• _Data segment_:
┄┄┄┄┄┄┄┄┄┄┄┄┄┄┄┄┄┄┄┄
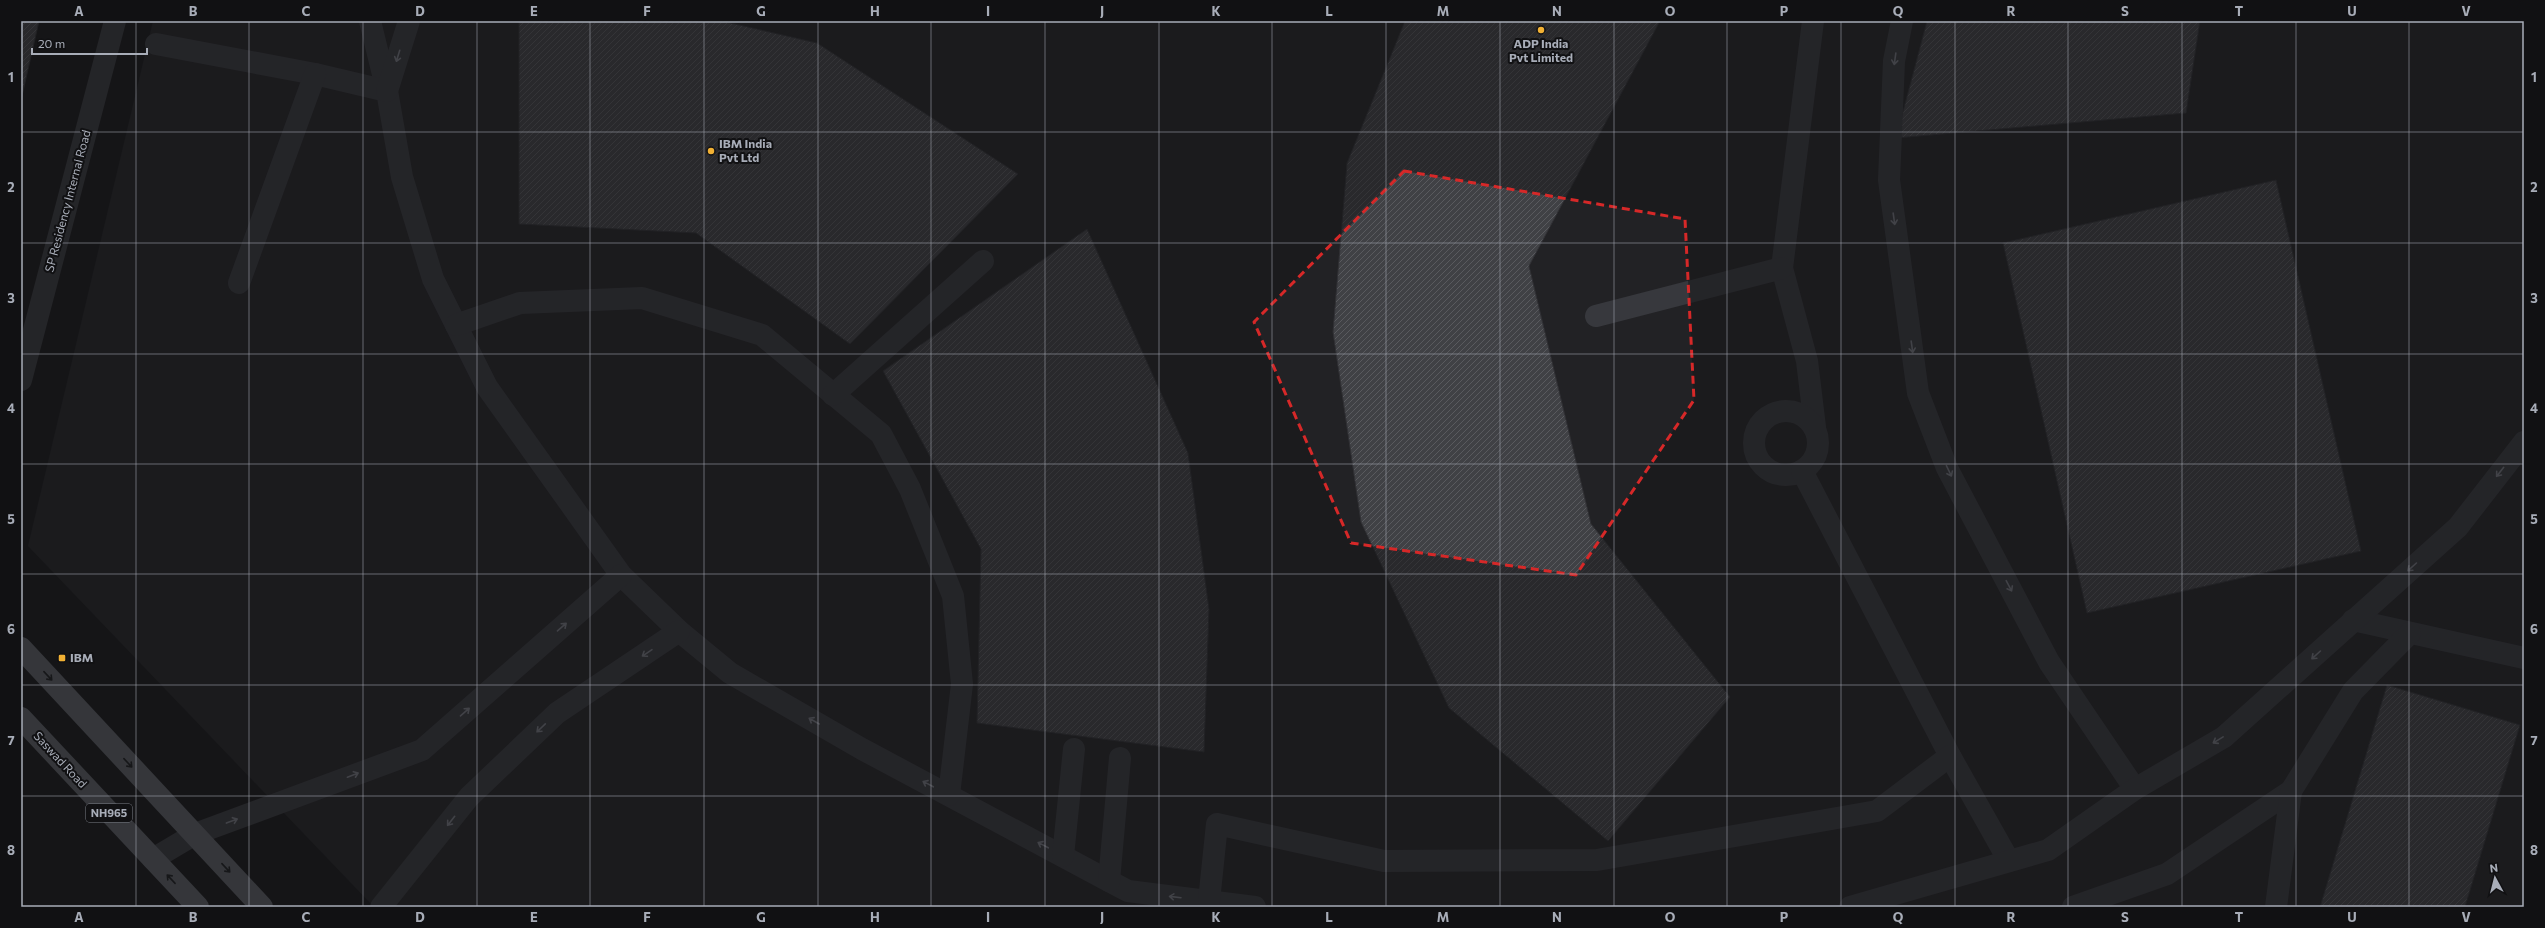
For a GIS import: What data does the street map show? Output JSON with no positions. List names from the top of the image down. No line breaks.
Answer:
{"streets":{"highway":["Saswad Road","NH965"],"lane":["SP Residency Internal Road"]},"places":{"other":["ADP India Pvt Limited","IBM India Pvt Ltd"],"transit":["IBM"]},"scale_bar":"20 m","north":"top","grid":{"columns":["A","B","C","D","E","F","G","H","I","J","K","L","M","N","O","P","Q","R","S","T","U","V"],"rows":["1","2","3","4","5","6","7","8"]}}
┄┄┄┄┄┄┄┄┄┄┄┄┄┄┄┄┄┄┄┄
Give back the material word for word and drop the pictures it holds.

For a GIS import: What data does the street map show? Output JSON with no positions. List names from the top of the image down. No line breaks.
Answer:
{"streets":{"highway":["Saswad Road","NH965"],"lane":["SP Residency Internal Road"]},"places":{"other":["ADP India Pvt Limited","IBM India Pvt Ltd"],"transit":["IBM"]},"scale_bar":"20 m","north":"top","grid":{"columns":["A","B","C","D","E","F","G","H","I","J","K","L","M","N","O","P","Q","R","S","T","U","V"],"rows":["1","2","3","4","5","6","7","8"]}}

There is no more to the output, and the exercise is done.